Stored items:
_ _ _ _

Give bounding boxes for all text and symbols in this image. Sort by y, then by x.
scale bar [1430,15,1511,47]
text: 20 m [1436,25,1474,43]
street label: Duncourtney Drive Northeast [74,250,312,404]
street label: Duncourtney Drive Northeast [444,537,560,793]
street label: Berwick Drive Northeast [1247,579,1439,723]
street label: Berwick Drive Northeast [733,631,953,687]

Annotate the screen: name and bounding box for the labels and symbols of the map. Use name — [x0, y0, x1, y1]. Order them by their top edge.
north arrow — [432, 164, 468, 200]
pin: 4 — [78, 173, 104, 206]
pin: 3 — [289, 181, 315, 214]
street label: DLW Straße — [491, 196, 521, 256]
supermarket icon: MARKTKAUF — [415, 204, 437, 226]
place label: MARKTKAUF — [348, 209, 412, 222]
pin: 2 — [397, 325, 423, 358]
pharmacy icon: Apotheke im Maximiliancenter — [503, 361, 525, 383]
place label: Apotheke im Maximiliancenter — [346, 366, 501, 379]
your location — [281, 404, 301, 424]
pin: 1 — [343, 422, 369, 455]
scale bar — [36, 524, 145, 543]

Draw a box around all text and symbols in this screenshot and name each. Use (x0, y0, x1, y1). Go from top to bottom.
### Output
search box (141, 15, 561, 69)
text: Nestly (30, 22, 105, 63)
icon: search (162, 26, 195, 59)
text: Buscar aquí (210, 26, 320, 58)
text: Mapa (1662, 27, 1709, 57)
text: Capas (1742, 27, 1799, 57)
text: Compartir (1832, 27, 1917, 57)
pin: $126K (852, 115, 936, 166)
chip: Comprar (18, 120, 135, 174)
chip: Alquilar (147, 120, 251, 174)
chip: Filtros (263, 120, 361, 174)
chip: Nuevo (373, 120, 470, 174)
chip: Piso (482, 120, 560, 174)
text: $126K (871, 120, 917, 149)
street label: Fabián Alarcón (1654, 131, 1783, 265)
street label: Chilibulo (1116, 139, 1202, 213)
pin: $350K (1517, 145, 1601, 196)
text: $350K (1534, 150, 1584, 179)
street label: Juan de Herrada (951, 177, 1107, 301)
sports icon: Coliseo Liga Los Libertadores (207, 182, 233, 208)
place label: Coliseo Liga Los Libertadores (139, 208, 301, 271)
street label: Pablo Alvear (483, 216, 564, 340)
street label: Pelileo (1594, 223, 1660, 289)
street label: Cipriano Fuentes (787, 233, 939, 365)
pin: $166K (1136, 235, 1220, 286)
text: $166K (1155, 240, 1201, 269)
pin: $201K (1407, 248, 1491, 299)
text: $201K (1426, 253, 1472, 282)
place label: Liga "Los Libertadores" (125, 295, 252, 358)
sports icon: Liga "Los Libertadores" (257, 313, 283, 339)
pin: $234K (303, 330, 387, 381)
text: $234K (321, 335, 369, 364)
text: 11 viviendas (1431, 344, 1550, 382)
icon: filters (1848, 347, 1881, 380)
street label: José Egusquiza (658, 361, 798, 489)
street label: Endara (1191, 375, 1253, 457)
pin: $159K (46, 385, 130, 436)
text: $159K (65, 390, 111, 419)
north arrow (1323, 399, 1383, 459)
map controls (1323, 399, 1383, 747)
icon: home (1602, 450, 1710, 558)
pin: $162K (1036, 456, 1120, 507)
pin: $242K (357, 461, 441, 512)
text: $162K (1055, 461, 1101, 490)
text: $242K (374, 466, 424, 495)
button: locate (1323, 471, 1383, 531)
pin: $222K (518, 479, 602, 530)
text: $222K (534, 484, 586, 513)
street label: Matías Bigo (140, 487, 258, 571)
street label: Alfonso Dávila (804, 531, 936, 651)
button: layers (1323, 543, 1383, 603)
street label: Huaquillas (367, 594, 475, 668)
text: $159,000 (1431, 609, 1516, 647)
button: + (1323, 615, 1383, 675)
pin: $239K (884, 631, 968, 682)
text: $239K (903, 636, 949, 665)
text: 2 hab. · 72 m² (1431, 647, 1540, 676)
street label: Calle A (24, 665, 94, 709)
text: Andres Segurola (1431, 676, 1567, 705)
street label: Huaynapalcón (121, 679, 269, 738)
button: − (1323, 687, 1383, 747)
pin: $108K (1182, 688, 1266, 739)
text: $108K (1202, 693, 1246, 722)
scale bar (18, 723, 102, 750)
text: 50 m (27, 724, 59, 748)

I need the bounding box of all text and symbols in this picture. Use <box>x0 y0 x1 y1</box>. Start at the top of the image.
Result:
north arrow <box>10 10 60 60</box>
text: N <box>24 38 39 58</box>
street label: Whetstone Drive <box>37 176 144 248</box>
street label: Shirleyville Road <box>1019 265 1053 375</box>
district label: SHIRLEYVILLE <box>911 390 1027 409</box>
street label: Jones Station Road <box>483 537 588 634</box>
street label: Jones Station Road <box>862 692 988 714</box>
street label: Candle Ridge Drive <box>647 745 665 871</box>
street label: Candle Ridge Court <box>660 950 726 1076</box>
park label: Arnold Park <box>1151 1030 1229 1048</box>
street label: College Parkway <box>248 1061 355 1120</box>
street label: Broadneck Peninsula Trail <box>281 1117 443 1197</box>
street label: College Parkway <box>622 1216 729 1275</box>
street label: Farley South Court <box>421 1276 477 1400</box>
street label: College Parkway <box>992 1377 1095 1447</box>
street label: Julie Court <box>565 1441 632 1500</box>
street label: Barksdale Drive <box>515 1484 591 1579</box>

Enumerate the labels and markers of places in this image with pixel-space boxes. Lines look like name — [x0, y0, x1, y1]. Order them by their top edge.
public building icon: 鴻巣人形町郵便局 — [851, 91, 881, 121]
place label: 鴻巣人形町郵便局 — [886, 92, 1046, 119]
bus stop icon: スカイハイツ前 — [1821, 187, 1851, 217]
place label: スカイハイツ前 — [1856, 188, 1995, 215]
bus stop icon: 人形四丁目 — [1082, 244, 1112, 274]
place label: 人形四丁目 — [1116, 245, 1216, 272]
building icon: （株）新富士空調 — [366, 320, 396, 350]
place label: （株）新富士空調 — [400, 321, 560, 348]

_ _ _ _

Goal of the exercise »
Wherever the word "Station" appears in the records above, copy that line.

Answer space »
street label: Jones Station Road <box>483 537 588 634</box>
street label: Jones Station Road <box>862 692 988 714</box>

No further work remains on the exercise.